BOUDU SAVED FROM DROWNING

Boudu Sauve des Eaux

 (Jean Renoir, France, 1932) 88 minutes

BOUDU SAVED FROM DROWNING

Director: Jean Renoir
Producers: Michel Simon, Jean Gehret
Screenplay: Jean Renoir, Albert Valentin
Based on the play by Rene Fauchois
Photography: Marcel Lucien
Editor: Marguerite Renoir, Suzanne de Troye
Music: Raphael, Johann Strauss
Michel Simon (Boudu)
Charles Granval (Lestingois)
Marcel Haina (his wife)
Severine Lerczinska (Anne-Marie)
Jean Daste (the student)
Max Dalban (Godin)

Reviews and notes

BOUDU SAUVE DES EAUX, shows disruption triumphant. Michel Simon in the part of Boudu, the haywire tramp whose vision of the way life should be anticipates the hippies' by nearly forty years, gives it a curious benediction through Renoir's filmmaking genius. At the beginning of the film, Boudu has lost his dog. A policeman brushes aside his request for help. Boudu is not a lovable tramp. He is nothing like Chaplin. When he attempts to commit suicide by drowning, a bookseller saves him and tries to rehabilitate him in his own house, but there is nothing doing. The bookseller's kindly aim is to turn the unruly man into a good bourgeois like himself, but Boudu prefers to be left alone. He doesn't want to be saved. There is no place in society that he covets. If this is the world, he would rather be out of it. He does his best to impel the move, by saying with a chortle that he doesn't absolutely need an offered necktie, by pursuing the bookseller's mistress (who is the housemaid), by seducing his wife, by saying that the sheets make him sweat ("I get sick"), and by taking firmly to the bookseller's floor.

The film, written by Renoir and Albert Valentin from a minor play of the time, is a lyric and riotous account of a dissident who escapes by a system of mayhem. He wants none of the things that respectability wants him to want. While the wife grows petulant in the kitchen, he lies down on his shoulder blades and props up a doorjamb with his carpet slippers, says he suspects that the bookseller fished him out of the drink because he needed a servant, and spits genially onto a first edition of Baizac. The wife, dusting herself with talcum powder, mutters distractedly that her nerves are going to crack. It is obvious to her that one should rescue only people of one's own class.

Michel Simon's loose, doggy face, visible in typical Renoir shots through a spiral staircase and in distant rooms as he concocts worrying schemes, incites the wife to spite: "I can only shun the man who spat on Balzac." To her horror, he not only makes love to her, which stays well within the bounds of what she finds socially acceptable, but goes as far as to call her by her first name. Her husband is slightly mollified by getting a medal for the rescue.

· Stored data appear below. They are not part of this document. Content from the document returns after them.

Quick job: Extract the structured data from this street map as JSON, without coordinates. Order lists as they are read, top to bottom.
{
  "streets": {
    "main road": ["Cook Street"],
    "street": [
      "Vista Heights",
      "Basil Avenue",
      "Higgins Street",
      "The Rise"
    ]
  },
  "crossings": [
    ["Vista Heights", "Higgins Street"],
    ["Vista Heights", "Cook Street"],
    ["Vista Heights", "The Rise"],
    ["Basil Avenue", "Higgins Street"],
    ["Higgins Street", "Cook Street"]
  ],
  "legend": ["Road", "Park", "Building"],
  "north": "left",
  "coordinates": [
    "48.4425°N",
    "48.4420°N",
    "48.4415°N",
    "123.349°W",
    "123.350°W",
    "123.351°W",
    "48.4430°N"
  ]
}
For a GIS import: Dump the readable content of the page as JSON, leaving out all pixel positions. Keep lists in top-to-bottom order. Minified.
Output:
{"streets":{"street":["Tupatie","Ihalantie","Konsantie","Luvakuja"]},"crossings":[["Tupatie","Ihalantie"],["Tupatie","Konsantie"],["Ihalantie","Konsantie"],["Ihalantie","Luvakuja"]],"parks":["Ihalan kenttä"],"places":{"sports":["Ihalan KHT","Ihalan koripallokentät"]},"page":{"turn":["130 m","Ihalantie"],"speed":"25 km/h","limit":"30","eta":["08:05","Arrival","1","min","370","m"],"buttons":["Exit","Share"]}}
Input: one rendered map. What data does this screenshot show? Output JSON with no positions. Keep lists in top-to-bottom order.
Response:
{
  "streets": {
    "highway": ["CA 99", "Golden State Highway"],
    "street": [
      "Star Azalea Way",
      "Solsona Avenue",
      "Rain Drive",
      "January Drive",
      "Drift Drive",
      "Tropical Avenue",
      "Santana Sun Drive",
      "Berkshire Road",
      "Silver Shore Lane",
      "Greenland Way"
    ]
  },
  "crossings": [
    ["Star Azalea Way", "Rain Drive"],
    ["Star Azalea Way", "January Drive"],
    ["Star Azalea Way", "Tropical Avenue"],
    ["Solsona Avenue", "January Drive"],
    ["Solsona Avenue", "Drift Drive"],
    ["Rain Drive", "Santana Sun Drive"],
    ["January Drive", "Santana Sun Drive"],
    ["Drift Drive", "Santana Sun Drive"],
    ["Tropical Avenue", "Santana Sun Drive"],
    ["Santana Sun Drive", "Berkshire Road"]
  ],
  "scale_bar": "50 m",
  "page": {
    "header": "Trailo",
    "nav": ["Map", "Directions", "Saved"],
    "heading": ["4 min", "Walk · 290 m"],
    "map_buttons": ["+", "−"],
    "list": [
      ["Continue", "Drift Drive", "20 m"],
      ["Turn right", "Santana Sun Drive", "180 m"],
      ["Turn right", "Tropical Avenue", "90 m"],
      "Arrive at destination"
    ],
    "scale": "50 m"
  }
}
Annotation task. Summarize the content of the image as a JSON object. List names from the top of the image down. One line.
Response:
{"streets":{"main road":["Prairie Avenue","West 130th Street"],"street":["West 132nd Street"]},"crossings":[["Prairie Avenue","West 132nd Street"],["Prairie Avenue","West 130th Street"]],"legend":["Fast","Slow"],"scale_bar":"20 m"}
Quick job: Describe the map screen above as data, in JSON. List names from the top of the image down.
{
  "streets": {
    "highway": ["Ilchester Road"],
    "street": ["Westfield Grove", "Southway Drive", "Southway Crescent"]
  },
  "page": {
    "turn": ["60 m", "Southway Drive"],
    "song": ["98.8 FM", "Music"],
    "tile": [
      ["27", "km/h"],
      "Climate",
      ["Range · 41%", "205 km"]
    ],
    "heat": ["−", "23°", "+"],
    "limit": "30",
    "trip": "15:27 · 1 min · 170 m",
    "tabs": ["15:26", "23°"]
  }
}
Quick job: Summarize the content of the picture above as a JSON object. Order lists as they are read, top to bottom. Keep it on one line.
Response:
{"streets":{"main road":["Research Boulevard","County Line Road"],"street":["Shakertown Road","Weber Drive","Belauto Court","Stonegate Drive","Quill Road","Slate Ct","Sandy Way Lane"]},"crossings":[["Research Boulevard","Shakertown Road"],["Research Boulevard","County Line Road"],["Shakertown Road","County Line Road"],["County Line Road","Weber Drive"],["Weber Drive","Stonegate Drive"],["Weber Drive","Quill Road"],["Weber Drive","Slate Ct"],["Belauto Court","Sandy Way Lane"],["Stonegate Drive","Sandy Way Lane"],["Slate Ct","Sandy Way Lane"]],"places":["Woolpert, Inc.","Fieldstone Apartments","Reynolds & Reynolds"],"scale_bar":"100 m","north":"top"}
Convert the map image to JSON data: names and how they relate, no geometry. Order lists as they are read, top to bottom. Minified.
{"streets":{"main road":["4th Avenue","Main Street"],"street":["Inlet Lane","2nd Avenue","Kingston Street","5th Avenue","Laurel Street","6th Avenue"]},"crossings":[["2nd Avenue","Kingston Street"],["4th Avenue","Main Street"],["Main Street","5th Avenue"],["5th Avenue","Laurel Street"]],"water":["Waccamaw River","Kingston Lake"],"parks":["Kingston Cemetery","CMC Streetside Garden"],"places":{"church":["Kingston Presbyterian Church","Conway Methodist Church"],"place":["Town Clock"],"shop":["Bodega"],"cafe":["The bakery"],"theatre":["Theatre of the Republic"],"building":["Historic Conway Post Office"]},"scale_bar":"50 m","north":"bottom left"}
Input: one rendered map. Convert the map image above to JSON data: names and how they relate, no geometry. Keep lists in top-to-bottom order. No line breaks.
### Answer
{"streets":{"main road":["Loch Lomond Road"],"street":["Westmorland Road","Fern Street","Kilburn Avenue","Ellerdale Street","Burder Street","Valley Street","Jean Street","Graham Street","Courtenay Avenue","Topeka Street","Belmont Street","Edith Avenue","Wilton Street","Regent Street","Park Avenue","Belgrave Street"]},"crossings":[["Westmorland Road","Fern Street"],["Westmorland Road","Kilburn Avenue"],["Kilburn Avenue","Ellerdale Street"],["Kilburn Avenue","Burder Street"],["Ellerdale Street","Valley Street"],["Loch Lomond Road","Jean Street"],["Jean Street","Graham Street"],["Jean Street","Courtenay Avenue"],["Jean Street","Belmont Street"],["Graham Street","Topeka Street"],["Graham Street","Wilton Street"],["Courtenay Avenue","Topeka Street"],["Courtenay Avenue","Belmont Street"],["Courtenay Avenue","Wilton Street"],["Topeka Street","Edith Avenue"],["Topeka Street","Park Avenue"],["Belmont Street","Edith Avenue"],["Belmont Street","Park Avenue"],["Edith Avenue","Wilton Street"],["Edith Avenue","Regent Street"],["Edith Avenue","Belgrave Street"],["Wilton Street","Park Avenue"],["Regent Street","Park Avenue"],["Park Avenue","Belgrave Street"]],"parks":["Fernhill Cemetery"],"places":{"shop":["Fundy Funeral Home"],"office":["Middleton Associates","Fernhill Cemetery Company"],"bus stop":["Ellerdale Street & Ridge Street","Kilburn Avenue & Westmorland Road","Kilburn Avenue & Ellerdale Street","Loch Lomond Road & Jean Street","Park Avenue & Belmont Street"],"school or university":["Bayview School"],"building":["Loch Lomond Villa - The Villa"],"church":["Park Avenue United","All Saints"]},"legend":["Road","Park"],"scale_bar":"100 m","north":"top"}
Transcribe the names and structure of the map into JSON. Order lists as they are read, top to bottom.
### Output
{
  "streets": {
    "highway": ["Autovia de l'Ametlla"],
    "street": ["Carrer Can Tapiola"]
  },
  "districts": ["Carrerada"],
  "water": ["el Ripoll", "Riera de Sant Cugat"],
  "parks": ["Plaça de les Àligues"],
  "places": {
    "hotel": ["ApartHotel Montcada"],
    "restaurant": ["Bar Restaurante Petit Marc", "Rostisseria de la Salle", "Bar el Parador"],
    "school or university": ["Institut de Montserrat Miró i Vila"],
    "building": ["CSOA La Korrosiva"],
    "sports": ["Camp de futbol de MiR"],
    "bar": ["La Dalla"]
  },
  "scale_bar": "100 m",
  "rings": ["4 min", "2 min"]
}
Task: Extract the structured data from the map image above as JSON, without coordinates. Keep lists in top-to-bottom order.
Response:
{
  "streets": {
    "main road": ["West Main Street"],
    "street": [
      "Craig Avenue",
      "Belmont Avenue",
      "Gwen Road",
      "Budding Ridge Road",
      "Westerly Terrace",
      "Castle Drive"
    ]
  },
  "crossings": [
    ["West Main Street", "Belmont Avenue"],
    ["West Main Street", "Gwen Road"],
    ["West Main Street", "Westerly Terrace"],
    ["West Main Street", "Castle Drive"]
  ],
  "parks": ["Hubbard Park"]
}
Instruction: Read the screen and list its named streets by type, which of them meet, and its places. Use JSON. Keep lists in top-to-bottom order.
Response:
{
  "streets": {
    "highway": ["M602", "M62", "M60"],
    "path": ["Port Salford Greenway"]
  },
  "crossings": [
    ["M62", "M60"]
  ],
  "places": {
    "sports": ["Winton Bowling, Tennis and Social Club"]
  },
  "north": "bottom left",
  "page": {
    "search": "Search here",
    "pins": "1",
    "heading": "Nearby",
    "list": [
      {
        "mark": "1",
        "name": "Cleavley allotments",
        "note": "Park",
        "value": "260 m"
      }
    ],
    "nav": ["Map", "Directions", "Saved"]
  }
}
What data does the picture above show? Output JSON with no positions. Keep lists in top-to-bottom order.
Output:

Meanwhile, Boudu intones Les Fleurs du Mal in the doorway and smokes an obviously smelly cigar. The film comes full circle when he marries the maid and sets out in a bowler hat with his bride in a boat. Nearly trapped in a social act, he throws himself into the river. Not suicide. Not despair. An escape from what is expected of him. Barking and rolling like a sea lion, he floats slowly down the river and eventually hauls himself up onto a bank, staggering drunkenly and embracing a scarecrow as though it were a colleague. There is a three-hundred-and-sixty-degree shot of the free world regained, and then the camera sinks down to the grass and the white dust raised by a breeze in the summer heat. You can have seen the film fifteen years ago and still remember that grass, that dust, that freedom.
-Penelope Gilliatt, Jean Renoir, McGraw-Hill, 1975.